Oxy-PFBC is based on the oxy-fuel combustion process, which uses pure oxygen instead of air to burn fuel and produces heat that generates electricity without the production of other pollutants. The oxy-PFCB process improves the efficiency of this process by concentrating the CO2 produced prior to combustion of fuel in the turbine, thereby greatly reducing the cost of capturing the CO2. The captured CO2 can then be stored or used beneficially to develop other products, including feedstock and chemicals.

The test plant is an ongoing collaborative project between DOE and NRCan, and its research and development lab, CanmetEnergy. The project is being led by the Gas Technology Institute (GTI) in partnership with the Linde Group, the Electric Power Research Institute, Alstom Power and Alberta Innovates.
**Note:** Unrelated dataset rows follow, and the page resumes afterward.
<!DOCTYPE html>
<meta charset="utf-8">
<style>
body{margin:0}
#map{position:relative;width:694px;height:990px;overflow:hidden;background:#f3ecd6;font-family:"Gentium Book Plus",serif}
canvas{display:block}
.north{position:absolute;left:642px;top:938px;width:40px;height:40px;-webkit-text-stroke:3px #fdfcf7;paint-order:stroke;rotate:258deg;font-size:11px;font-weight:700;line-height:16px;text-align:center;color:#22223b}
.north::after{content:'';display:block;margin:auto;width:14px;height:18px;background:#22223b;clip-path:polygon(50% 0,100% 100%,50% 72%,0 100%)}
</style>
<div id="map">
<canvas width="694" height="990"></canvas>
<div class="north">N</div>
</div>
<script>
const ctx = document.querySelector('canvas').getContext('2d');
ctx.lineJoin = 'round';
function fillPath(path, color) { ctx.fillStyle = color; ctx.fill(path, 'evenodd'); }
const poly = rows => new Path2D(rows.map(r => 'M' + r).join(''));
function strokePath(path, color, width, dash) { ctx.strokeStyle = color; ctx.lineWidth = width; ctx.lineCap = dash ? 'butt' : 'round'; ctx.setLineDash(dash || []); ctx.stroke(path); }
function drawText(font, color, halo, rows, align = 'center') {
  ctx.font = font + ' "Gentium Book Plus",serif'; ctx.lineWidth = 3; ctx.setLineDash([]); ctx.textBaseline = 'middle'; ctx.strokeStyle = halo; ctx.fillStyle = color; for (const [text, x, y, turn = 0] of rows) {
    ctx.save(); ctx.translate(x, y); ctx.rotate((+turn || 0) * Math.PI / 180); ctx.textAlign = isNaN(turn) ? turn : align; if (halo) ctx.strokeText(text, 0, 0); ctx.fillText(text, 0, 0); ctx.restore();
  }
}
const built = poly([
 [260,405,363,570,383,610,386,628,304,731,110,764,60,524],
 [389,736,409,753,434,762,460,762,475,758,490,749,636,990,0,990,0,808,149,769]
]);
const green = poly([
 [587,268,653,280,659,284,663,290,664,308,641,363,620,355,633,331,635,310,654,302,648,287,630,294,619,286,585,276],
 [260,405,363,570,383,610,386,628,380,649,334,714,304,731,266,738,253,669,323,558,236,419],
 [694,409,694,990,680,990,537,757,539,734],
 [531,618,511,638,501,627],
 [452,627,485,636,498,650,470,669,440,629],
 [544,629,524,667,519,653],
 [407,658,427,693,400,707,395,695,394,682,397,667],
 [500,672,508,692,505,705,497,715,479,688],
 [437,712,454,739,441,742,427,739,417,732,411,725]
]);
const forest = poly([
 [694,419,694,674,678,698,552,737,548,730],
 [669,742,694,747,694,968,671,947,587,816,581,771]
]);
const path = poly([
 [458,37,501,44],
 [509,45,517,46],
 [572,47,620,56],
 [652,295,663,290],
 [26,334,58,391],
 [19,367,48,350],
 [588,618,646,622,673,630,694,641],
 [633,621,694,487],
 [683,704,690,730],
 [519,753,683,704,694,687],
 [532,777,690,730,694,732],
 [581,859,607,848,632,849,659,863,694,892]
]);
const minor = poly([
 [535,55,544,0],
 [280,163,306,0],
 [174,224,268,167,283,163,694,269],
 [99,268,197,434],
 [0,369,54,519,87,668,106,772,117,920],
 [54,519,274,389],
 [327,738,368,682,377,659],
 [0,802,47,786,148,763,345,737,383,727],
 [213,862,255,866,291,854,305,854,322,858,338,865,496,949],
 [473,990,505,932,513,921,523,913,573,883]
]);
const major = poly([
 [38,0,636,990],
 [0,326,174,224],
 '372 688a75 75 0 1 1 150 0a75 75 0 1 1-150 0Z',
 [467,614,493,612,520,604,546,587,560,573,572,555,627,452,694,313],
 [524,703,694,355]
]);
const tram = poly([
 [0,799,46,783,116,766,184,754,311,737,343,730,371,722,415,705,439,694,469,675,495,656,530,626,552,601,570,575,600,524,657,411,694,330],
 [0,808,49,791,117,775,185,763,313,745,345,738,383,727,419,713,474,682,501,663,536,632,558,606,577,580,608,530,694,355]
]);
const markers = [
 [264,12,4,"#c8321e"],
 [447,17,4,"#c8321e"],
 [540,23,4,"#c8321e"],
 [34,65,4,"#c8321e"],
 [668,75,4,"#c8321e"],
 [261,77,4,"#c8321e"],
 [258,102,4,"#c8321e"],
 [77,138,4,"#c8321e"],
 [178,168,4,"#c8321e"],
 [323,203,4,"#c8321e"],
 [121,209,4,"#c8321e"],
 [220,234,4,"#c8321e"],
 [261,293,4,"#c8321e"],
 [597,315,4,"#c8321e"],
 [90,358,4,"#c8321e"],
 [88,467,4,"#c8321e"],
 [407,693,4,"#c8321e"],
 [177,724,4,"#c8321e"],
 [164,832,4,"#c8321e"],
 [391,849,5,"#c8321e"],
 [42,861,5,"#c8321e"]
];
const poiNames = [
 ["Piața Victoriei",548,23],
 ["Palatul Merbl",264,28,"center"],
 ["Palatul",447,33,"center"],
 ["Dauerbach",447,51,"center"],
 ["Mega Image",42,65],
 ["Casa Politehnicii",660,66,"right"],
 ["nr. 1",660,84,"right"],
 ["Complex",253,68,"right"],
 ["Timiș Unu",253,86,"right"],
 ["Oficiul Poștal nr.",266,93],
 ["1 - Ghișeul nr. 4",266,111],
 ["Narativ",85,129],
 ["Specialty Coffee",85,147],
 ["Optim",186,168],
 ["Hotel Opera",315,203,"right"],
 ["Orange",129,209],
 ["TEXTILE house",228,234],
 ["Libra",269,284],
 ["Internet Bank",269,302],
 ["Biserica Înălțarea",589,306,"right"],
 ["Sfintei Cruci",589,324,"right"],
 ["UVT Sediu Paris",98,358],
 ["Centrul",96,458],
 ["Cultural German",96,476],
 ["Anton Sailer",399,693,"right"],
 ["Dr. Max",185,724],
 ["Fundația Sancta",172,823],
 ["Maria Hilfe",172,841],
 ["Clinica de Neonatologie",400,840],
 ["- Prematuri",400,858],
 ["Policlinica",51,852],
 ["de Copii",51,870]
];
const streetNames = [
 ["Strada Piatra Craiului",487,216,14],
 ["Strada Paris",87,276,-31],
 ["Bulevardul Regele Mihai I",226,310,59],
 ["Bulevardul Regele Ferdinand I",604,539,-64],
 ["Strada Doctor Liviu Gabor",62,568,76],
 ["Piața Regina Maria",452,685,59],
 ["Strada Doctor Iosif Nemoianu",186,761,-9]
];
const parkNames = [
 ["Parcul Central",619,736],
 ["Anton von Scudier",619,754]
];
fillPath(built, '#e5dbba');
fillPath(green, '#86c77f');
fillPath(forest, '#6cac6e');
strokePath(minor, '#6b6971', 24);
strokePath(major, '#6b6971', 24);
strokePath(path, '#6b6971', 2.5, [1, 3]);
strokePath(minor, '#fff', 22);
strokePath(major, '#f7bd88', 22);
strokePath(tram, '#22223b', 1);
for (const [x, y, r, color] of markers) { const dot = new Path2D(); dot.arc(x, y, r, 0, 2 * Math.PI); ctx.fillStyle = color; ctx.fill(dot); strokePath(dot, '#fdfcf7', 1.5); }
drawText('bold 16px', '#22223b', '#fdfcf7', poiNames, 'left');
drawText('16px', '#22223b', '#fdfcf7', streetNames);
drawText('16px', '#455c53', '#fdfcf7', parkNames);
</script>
The project received $13 million under DOE’s Office of Fossil Energy’s advanced combustion program, and is managed by the Department’s National Energy Technology Laboratory (NETL).

The oxy-PFBC project is part of the continuing collaboration between the US and Canada on clean energy technologies, including CCUS.



Could the oxygen required come from excess oxygen from H2 stations. Collocating large H2 stations with oxy-BFBC could reduce H2 cost substantially?